"To live for a time close to great minds is the best kind of education"
About this Quote
That subtext matters because Buchan wasn’t an armchair aphorist. As a politician and public servant in an era when Britain’s institutions still ran on networks, patronage, and elite grooming, he’s describing how power reproduces itself. “For a time” suggests strategic immersion rather than permanent deference: you orbit the “great,” learn their habits of mind, then go do something with it. The line quietly recasts mentorship as merit-making, which is convenient for systems that want to believe they select the best rather than the best-connected.

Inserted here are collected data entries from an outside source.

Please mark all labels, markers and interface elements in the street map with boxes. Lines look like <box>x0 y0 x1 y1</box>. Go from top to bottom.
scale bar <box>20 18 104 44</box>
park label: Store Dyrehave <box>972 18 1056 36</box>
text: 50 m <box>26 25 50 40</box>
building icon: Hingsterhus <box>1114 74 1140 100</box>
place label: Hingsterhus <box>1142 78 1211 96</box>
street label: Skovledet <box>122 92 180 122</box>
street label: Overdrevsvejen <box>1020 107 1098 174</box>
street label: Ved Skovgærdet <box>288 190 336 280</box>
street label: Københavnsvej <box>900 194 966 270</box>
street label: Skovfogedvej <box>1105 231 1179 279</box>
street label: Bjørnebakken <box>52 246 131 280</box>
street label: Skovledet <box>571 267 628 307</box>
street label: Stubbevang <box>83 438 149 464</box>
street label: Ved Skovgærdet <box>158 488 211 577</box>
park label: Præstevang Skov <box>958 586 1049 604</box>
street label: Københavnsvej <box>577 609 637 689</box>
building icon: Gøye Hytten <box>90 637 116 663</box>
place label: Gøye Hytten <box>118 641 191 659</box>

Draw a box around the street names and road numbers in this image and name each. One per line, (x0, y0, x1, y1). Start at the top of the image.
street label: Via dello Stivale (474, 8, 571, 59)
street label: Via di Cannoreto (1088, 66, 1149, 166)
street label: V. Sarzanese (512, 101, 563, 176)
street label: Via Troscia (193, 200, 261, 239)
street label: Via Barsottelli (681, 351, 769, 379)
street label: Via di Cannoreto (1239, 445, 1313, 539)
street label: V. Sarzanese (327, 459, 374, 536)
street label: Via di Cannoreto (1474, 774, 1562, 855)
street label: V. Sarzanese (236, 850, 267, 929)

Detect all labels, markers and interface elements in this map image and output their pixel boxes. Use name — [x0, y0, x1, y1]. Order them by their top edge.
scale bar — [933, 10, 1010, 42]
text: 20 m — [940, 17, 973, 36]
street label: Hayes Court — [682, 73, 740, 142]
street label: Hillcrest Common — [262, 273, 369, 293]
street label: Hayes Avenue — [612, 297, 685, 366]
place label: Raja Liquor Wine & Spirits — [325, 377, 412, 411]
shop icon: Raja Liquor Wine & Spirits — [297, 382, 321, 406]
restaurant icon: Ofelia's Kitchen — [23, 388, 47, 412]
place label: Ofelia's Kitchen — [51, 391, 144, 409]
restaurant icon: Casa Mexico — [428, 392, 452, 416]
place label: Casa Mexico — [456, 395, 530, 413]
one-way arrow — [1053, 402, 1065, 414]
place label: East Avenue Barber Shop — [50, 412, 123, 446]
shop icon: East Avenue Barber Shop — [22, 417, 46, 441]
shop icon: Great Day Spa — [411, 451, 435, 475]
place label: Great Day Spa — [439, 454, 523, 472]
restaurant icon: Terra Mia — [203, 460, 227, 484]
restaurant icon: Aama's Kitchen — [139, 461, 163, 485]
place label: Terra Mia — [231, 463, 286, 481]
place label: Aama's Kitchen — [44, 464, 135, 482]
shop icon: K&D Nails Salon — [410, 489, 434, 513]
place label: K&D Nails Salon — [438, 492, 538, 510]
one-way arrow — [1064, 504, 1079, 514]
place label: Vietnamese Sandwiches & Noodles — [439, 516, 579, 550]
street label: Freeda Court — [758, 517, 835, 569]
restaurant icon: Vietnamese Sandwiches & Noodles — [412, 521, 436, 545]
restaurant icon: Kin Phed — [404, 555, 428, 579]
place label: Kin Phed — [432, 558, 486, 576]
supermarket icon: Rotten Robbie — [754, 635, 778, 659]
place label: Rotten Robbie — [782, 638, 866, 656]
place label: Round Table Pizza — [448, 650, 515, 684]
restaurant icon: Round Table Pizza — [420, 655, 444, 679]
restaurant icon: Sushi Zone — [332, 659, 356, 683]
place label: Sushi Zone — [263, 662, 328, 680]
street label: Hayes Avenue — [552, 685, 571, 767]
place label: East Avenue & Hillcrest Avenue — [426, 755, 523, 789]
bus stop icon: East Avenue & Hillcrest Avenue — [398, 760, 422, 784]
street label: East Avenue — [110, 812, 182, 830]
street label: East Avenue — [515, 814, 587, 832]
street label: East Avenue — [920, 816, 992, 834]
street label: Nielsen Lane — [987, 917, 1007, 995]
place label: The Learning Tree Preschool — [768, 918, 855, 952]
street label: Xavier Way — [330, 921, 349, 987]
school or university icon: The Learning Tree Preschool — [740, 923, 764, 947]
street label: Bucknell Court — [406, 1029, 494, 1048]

It also works because it has the austere confidence of a maxim that doesn’t beg to be liked. Buchan implies that books and lectures can sharpen you, but they can’t fully teach judgment under pressure: how to weigh trade-offs, read a room, make decisions with incomplete information. The romance here is intellectual intimacy; the risk is hierarchy disguised as pedagogy.
Quote Details
| Topic | Learning |
|---|---|
| Source | Help us find the source |
| Cite |
Citation Formats
APA Style (7th ed.)
Buchan, John. (2026, January 16). To live for a time close to great minds is the best kind of education. FixQuotes. https://fixquotes.com/quotes/to-live-for-a-time-close-to-great-minds-is-the-126292/
Chicago Style
Buchan, John. "To live for a time close to great minds is the best kind of education." FixQuotes. January 16, 2026. https://fixquotes.com/quotes/to-live-for-a-time-close-to-great-minds-is-the-126292/.
MLA Style (9th ed.)
"To live for a time close to great minds is the best kind of education." FixQuotes, 16 Jan. 2026, https://fixquotes.com/quotes/to-live-for-a-time-close-to-great-minds-is-the-126292/. Accessed 6 Feb. 2026.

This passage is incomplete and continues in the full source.